One of the insights provided is that Bastar was a peaceful, harmonious
region, before the independence of India and the tribals live happily
there. As I had said earlier this is how various India communities
lived ... all over India. Each followed their own cultures without
being dominated or having any desire to dominate.

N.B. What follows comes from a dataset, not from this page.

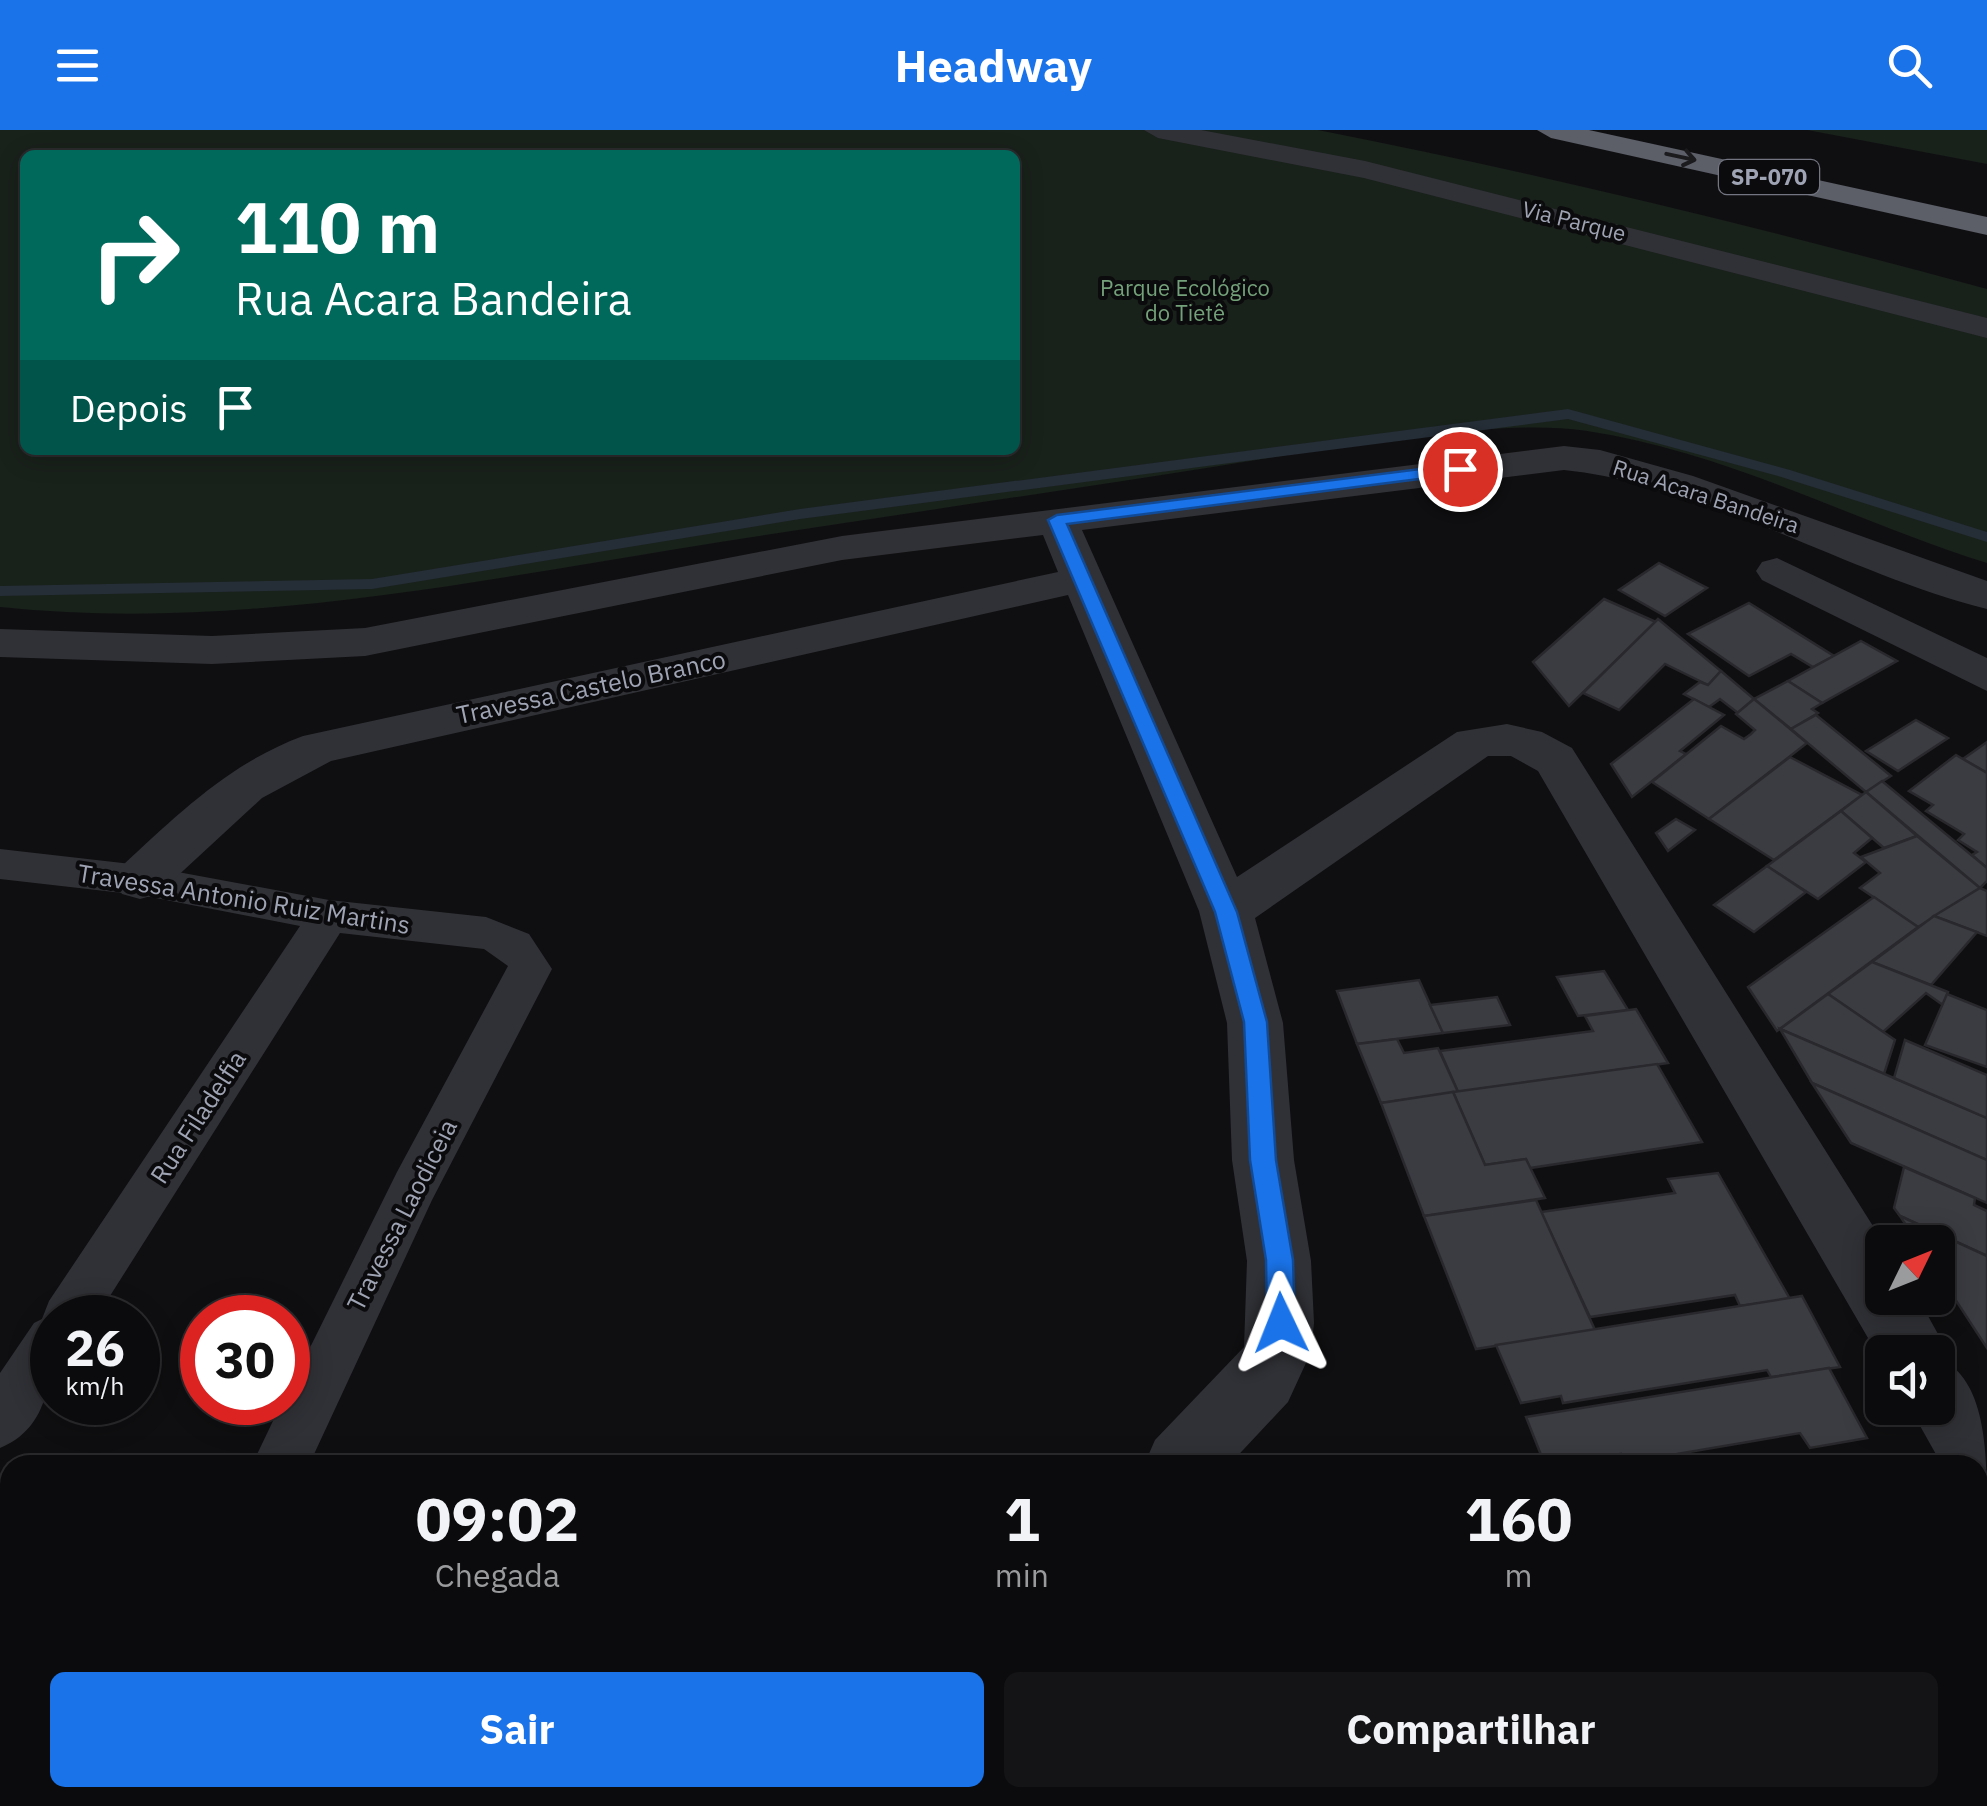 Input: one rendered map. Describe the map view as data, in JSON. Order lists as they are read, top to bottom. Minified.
{"streets":{"highway":["SP-070"],"street":["Via Parque","Rua Acara Bandeira","Travessa Castelo Branco"],"lane":["Travessa Antonio Ruiz Martins","Rua Filadelfia","Travessa Laodiceia"]},"crossings":[["Travessa Castelo Branco","Travessa Antonio Ruiz Martins"],["Travessa Antonio Ruiz Martins","Rua Filadelfia"],["Travessa Antonio Ruiz Martins","Travessa Laodiceia"]],"parks":["Parque Ecológico do Tietê"],"north":"top right","page":{"header":"Headway","turn":["110 m","Rua Acara Bandeira"],"then":"Depois","speed":"26 km/h","limit":"30","eta":["09:02","Chegada","1","min","160","m"],"buttons":["Sair","Compartilhar"]}}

It all shows how this talk of brahmin, Hindutva, supressing tribals
for thousands of years is totally garbage and the work of divisive
forces.

The problem that have arisen today, more than anything else has to do
with the impact of modernization which realy makes it possible of
exploitation of greed which was not possible in the past. (eg in the
past a woodcutter can cut only one tree a day, but today with electric
saws we can fall many trees in a few hours. The "enabling" of greed
led to the exploitation of the weak which is the source of the
conflict in Bastar today.


Bastar: then and now
http://www.worldproutassembly.org/archives/2006/10/bastar_then_and.html


The Bastar that Verrier Elwin knew and wrote about was a very
different place...

RAMACHANDRA GUHA

AT about the time of the Battle of Britain, an Englishman of combatant
age made a new home with his new wife in a then very remote, and very
forested, princely State named Bastar. The man was Verrier Elwin, a
brilliant Oxford scholar who had joined the Church and then left it,
apprenticed himself to Gandhi and then left him, finally settling on
the wandering life of a freelance anthropologist. His wife was a Raj
Gond named Kosi; much younger than Elwin and without his academic
distinction, she yet matched him in strength and independence of
character.

Between 1932 and 1940, Elwin was based in the Mandla district of the
Central Provinces. In those years, he wrote fine books on the Baigas,
the Agarias, and the Gonds, as well as two novels with tribal themes
and characters. He moved to Bastar in the autumn of 1940 in search of
new tribes to write about. Kosi and he built themselves a home
overlooking the spectacular Chitrakot Falls on the Indravati river.
Over the next three years, they spent the winter months roaming around
Bastar, talking to Gonds, Murias, Marias, Koyas, Kalhars and other
communities of the State. In the hot weather and monsoon, they mostly
stayed at home, where Elvin wrote on a desk that faced the Chitrakot
falls themselves.

Beautiful countryside
Recently, while in the British Library in London, I came across a copy
of Elwin's Journal of a Tour in Southern Maria Country, November 1941
to March 1942. Several entries speak of the beauty of the countryside,
with villages "surrounded by hills with yellow fields of sirson
[mustard] in the foreground and forest everywhere". The anthropologist
found the humans no less enchanting. In a village named Kaklur, he
attended a tribal dance held in a "most romantic spot". The boys were
attractively dressed, with "tassels of red woollen cowries" on their
topis, while the girls were "especially beautiful and graceful in
their movements". Afterwards, the Elwins and their hosts drank leaf
cups of landa, "one of the most potent drinks known to mankind", which
tasted "like liquid dynamite", yet filled one "with a spirit of
universal benevolence".

Elwin found the tribals of Bastar "gentle, friendly, with no desire
for property or power". They were, he wrote to his mother in London,
in striking contrast to the warring Europeans. The life led by the
Bastar adivasis was "a great lesson to the world at this time. So long
as men cling to the desire of empire and wealth such catastrophes as
the present one [i.e., World War Two] are certain to occur".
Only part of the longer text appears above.